An analyst has cautioned that VLADIMIR PUTIN may "take a swing" at three other former Soviet states.
This week, after Russian forces invaded their neighbor earlier in the year, Russian President Vladimir Putin accused the US of escalating the conflict in Ukraine. He said: "They need battles to maintain their hegemony," and then he appeared to take aim at Western nations that had sent weapons to Ukraine. Because of this, they have made the Ukrainian people into ammunition. The scenario in Ukraine demonstrates how the US is attempting to prolong the war and how it behaves when attempting to inflame crises in Asia, Africa, and Latin America.
Putin claims that the US is attempting to ignite new wars throughout the world, while a former NATO official asserts that Russia may raise its own military aspirations.
Putin might "take a swipe" at three additional former Soviet states, according to General Sir Richard Shirreff in an interview with The Globalist on Monday.
"Putting ourselves in Vladimir Putin's shoes, if he is able to do so, it would definitely make sense to take a shot at Moldova, as well as Georgia and maybe Kazakhstan," he added.
"His long-term goal is to rebuild the Russian empire, which entails not only effectively eradicating Ukraine off the map but also including those four other former Soviet countries. especially Moldova, but also Georgia."
The question of whether Russia could seize Moldova more easily was then put to General Shirref in light of the challenges experienced by Moscow's forces in Ukraine.
"All that assumes Putin has the resources to do so, and at this time he does not," he said.
News about Putin: A specialist cautioned that Putin may attack other nations, such as Moldova (Image: getty)
If you're Putin, you won't need much to eat up Moldova because it's smaller than Ukraine and will require less of a military force to accomplish it.
"However, even that is likely beyond him right now. He has made hardly any progress over the past few months, the Ukrainians are successfully retaliating, his supply lines are overstretched, and his manpower is underutilized.

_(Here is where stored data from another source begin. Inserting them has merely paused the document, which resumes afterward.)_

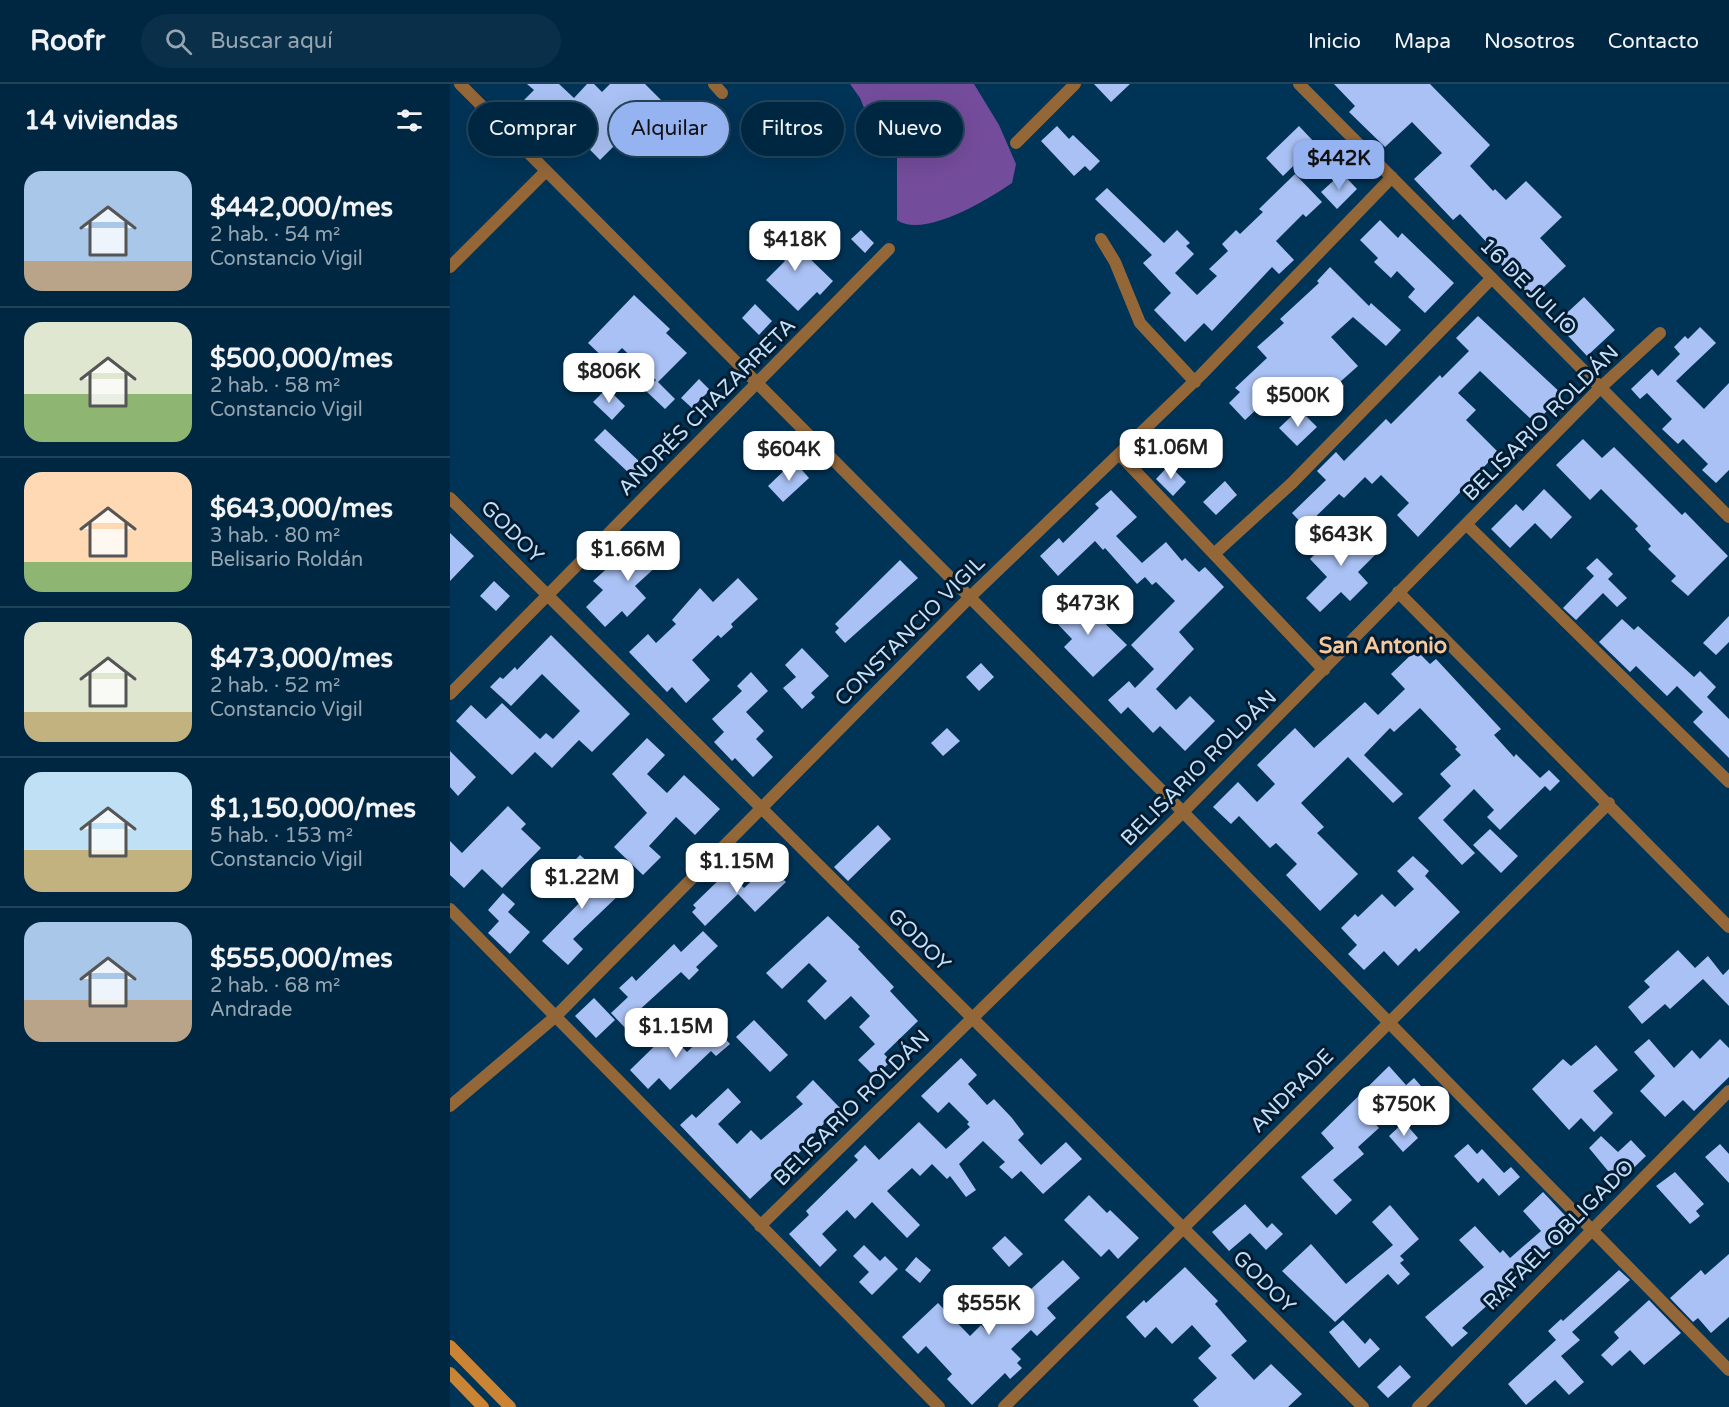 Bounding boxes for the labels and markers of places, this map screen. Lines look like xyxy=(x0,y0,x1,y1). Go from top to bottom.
pin: $442K xyxy=(1297,140,1381,191)
pin: $418K xyxy=(753,221,837,272)
pin: $806K xyxy=(567,353,651,404)
pin: $500K xyxy=(1256,377,1340,428)
pin: $1.06M xyxy=(1122,429,1220,480)
pin: $604K xyxy=(747,431,831,482)
pin: $643K xyxy=(1299,516,1383,567)
pin: $1.66M xyxy=(579,531,677,582)
pin: $473K xyxy=(1046,585,1130,636)
pin: $1.15M xyxy=(688,843,786,894)
pin: $1.22M xyxy=(533,859,631,910)
pin: $1.15M xyxy=(627,1008,725,1059)
pin: $750K xyxy=(1362,1086,1446,1137)
pin: $555K xyxy=(947,1285,1031,1336) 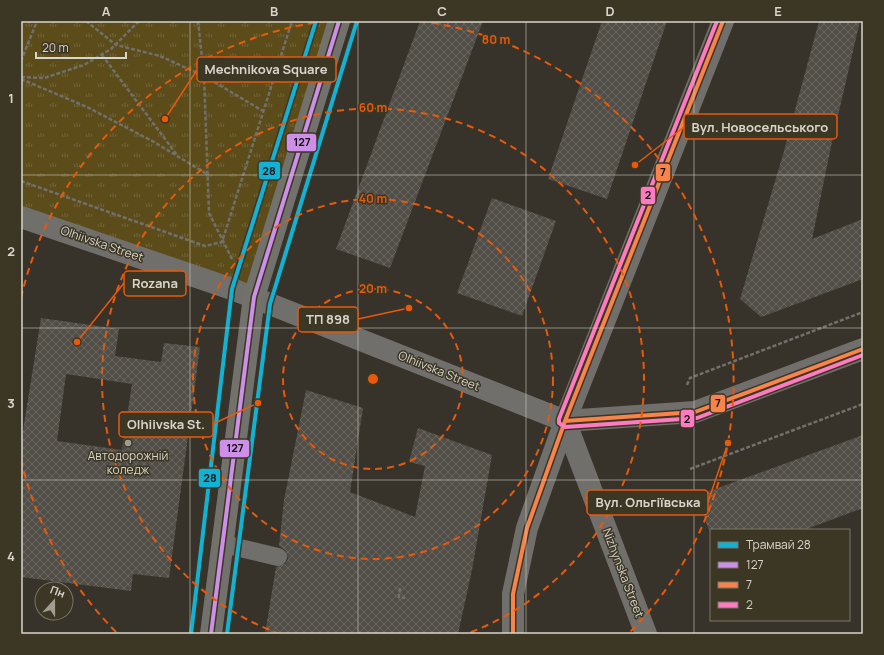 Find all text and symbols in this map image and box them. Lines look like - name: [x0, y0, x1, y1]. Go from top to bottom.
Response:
- text: A: [102, 2, 111, 20]
- text: B: [270, 2, 278, 20]
- text: C: [437, 2, 447, 20]
- text: D: [605, 2, 615, 20]
- text: E: [774, 2, 782, 20]
- text: 80 m: [482, 31, 510, 48]
- scale bar: [36, 34, 126, 60]
- text: 20 m: [42, 39, 69, 56]
- callout: Mechnikova Square: [197, 57, 336, 82]
- text: Mechnikova Square: [205, 60, 328, 78]
- text: 1: [8, 89, 14, 107]
- text: 60 m: [359, 99, 387, 116]
- callout: Вул. Новосельського: [684, 114, 837, 139]
- text: Вул. Новосельського: [692, 118, 828, 136]
- line badge: 127: [286, 133, 317, 152]
- text: 127: [293, 134, 311, 149]
- line badge: 28: [258, 161, 281, 180]
- text: 28: [262, 163, 276, 178]
- line badge: 7: [655, 163, 671, 182]
- text: 7: [660, 164, 666, 179]
- line badge: 2: [640, 186, 656, 205]
- text: 2: [645, 187, 651, 202]
- text: 40 m: [359, 190, 387, 207]
- street label: Olhiivska Street: [58, 221, 146, 266]
- text: 2: [7, 242, 15, 260]
- callout: Rozana: [124, 271, 186, 296]
- text: Rozana: [132, 274, 178, 292]
- text: 20 m: [359, 280, 387, 297]
- callout: ТП 898: [298, 307, 358, 332]
- text: ТП 898: [306, 310, 350, 328]
- street label: Olhiivska Street: [396, 346, 483, 395]
- centre of rings: [366, 372, 380, 386]
- text: 3: [7, 394, 15, 412]
- line badge: 7: [710, 394, 726, 413]
- text: 7: [715, 395, 721, 410]
- line badge: 2: [680, 409, 695, 428]
- text: 2: [684, 411, 690, 426]
- callout: Olhiivska St.: [119, 412, 213, 437]
- text: Olhiivska St.: [127, 415, 205, 433]
- marker: Автодорожній коледж: [123, 438, 133, 448]
- line badge: 127: [219, 439, 250, 458]
- text: 127: [226, 440, 244, 455]
- place label: Автодорожній коледж: [88, 447, 168, 478]
- line badge: 28: [198, 468, 221, 488]
- text: 28: [203, 470, 217, 485]
- callout: Вул. Ольгіївська: [587, 490, 708, 515]
- text: Вул. Ольгіївська: [596, 493, 700, 511]
- street label: Nizhynska Street: [599, 526, 648, 620]
- legend: [710, 529, 850, 621]
- text: Трамвай 28: [746, 536, 811, 553]
- text: 4: [7, 547, 15, 565]
- text: 127: [746, 556, 764, 573]
- text: 7: [746, 576, 752, 593]
- north arrow: [34, 581, 74, 621]
- text: Пн: [48, 582, 68, 601]
- text: 2: [746, 596, 753, 613]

"Although I believe it is unlikely at the moment, a plan for post-Soviet states like Moldova is necessary," the analyst said.
When Putin supporter and Belarusian President Alexander Lukashenko pointed to a map in March that showed Russian forces invading the nation in a fictitious military operation, many people believed Moldova may be a target of Russia.

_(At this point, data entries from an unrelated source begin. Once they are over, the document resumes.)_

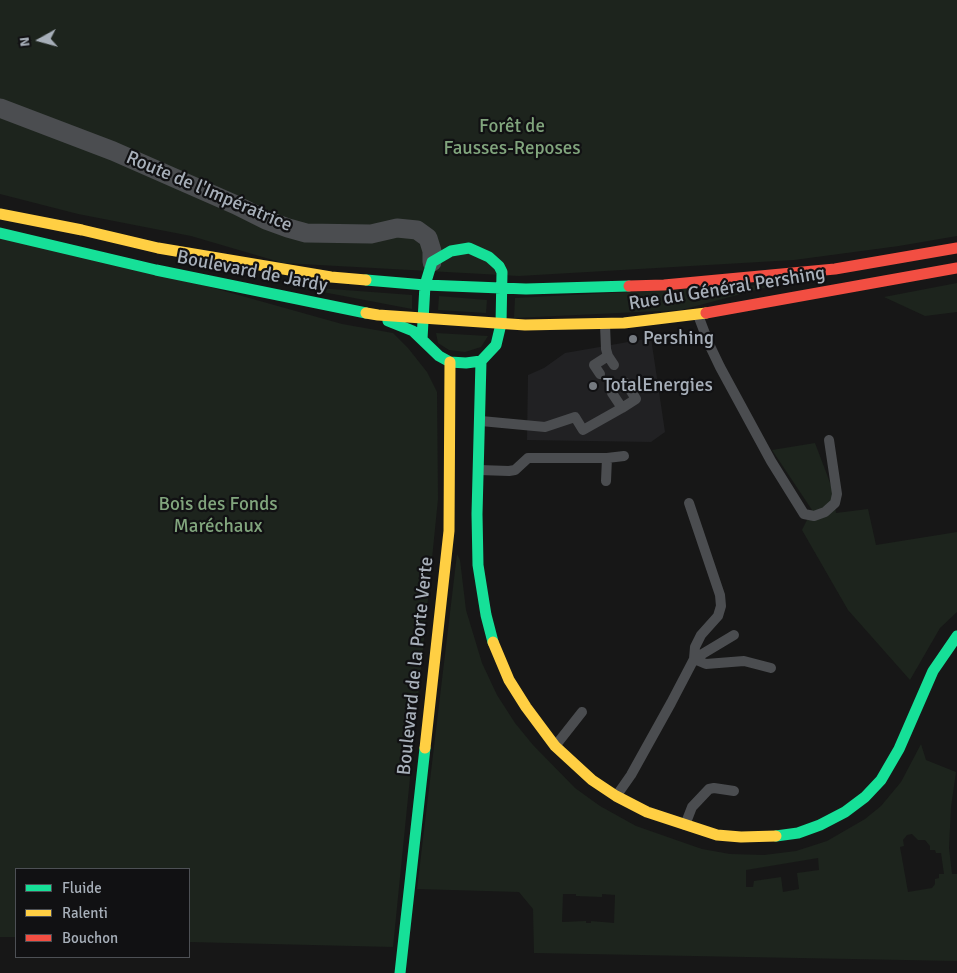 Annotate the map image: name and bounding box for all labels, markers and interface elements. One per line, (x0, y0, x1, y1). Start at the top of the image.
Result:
north arrow (15, 15, 65, 65)
text: N (16, 36, 34, 48)
park label: Forêt de Fausses-Reposes (443, 116, 581, 160)
street label: Route de l'Impératrice (122, 147, 296, 237)
street label: Boulevard de Jardy (175, 246, 329, 298)
street label: Rue du Général Pershing (627, 262, 827, 316)
place label: Pershing (643, 328, 714, 350)
marker: Pershing (627, 333, 639, 345)
place label: TotalEnergies (603, 375, 713, 397)
marker: TotalEnergies (587, 380, 599, 392)
park label: Bois des Fonds Maréchaux (158, 494, 278, 538)
street label: Boulevard de la Porte Verte (393, 556, 439, 776)
legend (15, 868, 190, 958)
text: Fluide (62, 879, 102, 897)
text: Ralenti (62, 904, 108, 922)
text: Bouchon (62, 929, 118, 947)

Putin news: a map of the nations that Russia is threatening (Photo: Express)
In recent months, the authorities of Moldova have voiced their worries over the military danger that Russia poses.
Natalia Gavrilița, the prime minister of Moldova, expressed concern to CNN in July that her nation would be next on Putin's hit list.

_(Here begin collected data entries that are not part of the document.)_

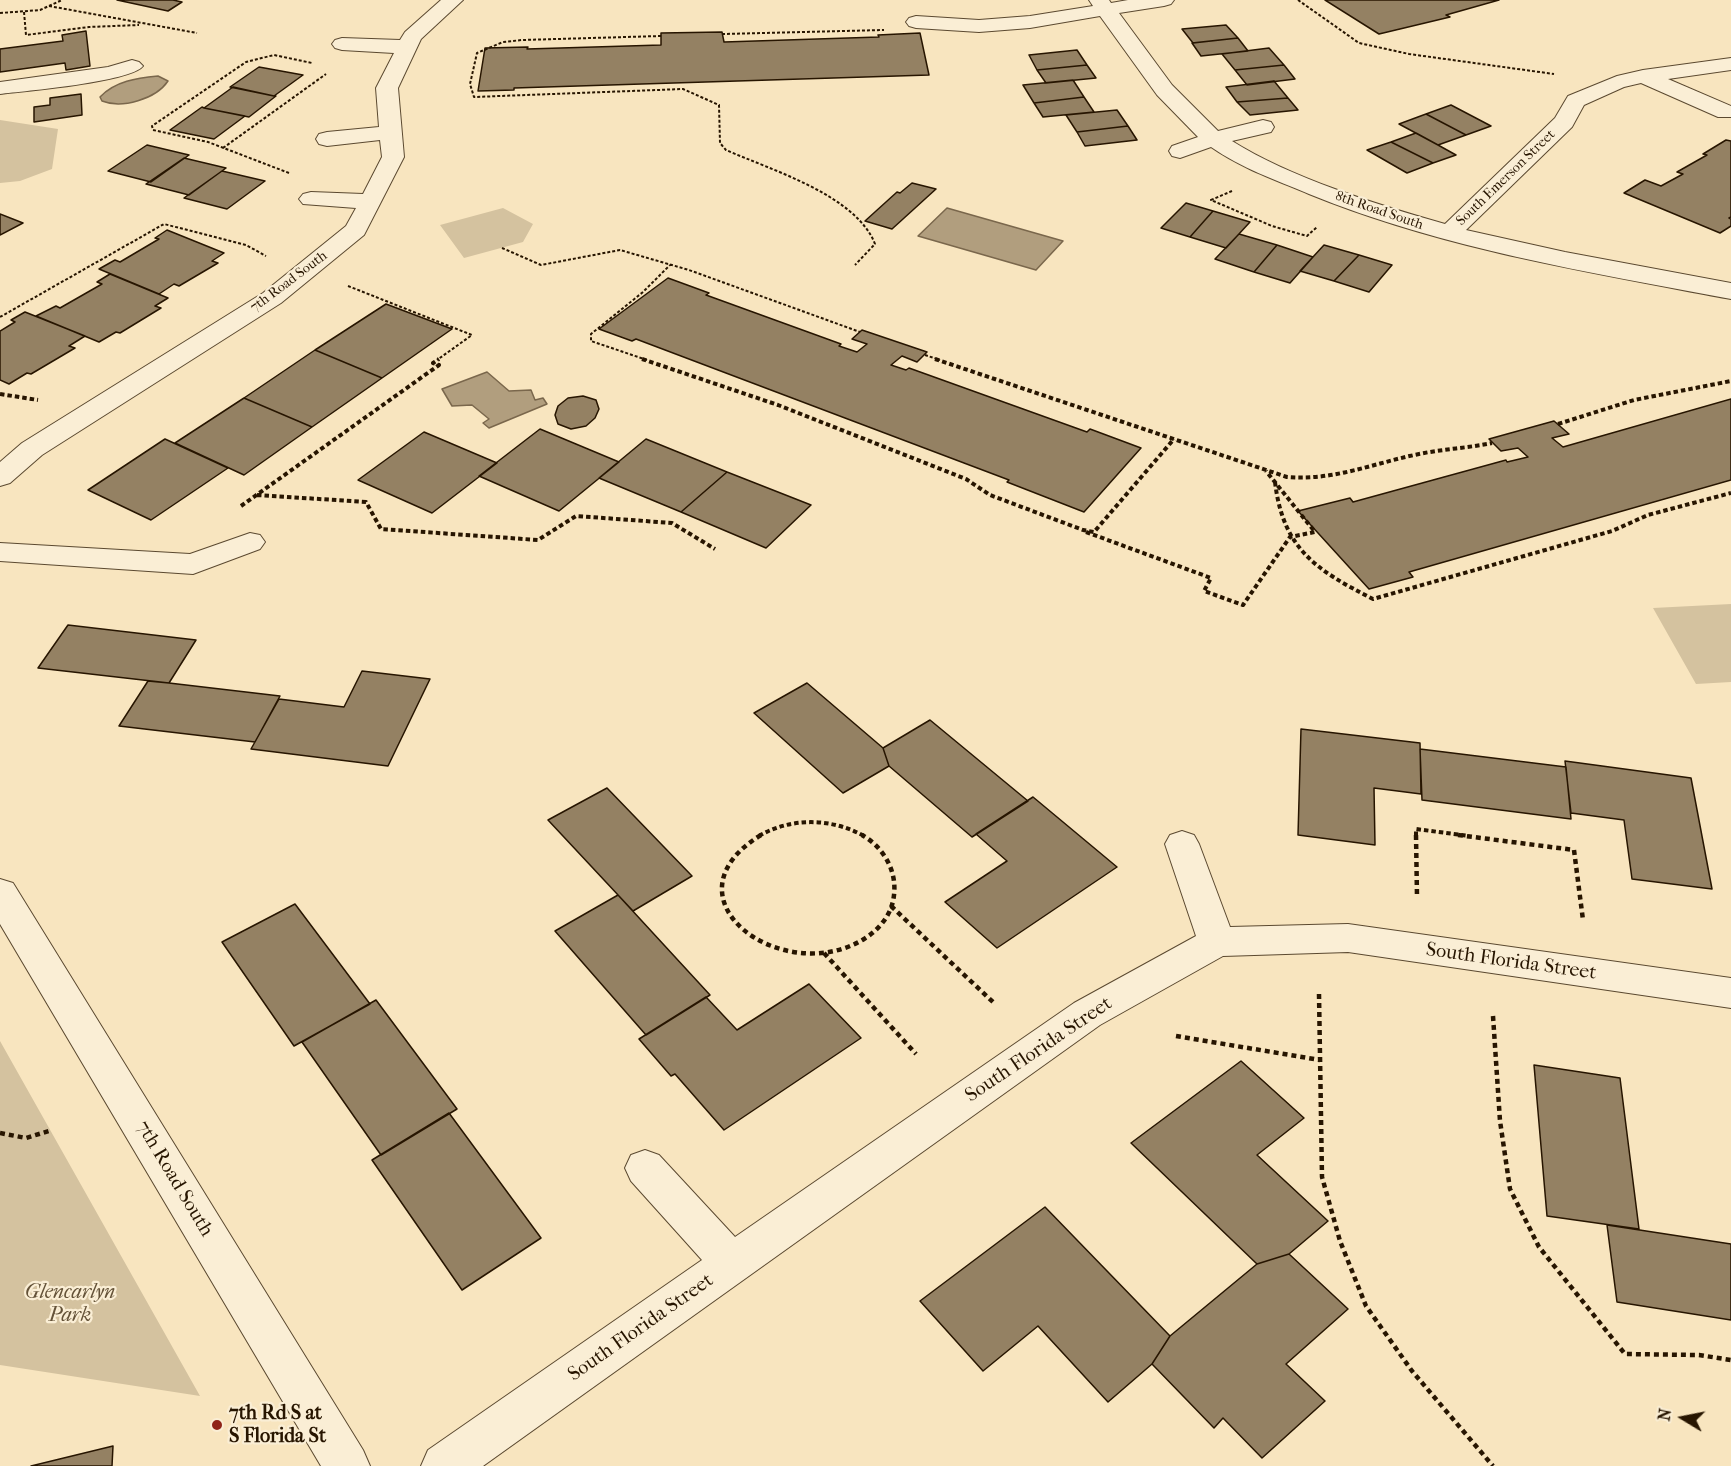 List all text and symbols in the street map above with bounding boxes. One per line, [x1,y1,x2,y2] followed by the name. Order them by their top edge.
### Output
[1453,126,1559,230] street label: South Emerson Street
[1333,188,1425,234] street label: 8th Road South
[247,248,331,316] street label: 7th Road South
[1424,938,1598,986] street label: South Florida Street
[961,992,1117,1108] street label: South Florida Street
[130,1117,218,1241] street label: 7th Road South
[564,1269,718,1387] street label: South Florida Street
[25,1281,115,1328] park label: Glencarlyn Park
[1653,1388,1713,1448] north arrow
[229,1402,326,1449] place label: 7th Rd S at S Florida St
[1654,1407,1675,1422] text: N
[210,1418,224,1432] marker: 7th Rd S at S Florida St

We are obviously quite concerned if military operations extend deeper into the southwest of Ukraine and toward Odessa, the woman stated.
Such a situation is still "hypothetical," Ms. Gavriliţa said.
According to Putin, Transnistria's capital is Tiraspol. (Photo: getty)
Any upcoming conflicts could be centered on the area of Transnistria, a breakaway state that is not recognized by Moldova but is recognized internationally as a part of it.
It is a tiny sliver of land that runs along Moldova's eastern border.
Transnistria is a region backed by Russia even though no United Nations members recognize its independence.
Around 1,500 Russian soldiers are stationed in Transnistria; Moscow refers to them as a "peacekeeping" force.
Moldova, on the other hand, suffered under Moscow's influence both during and after the Soviet Union's existence; the nation now aspires to join the EU.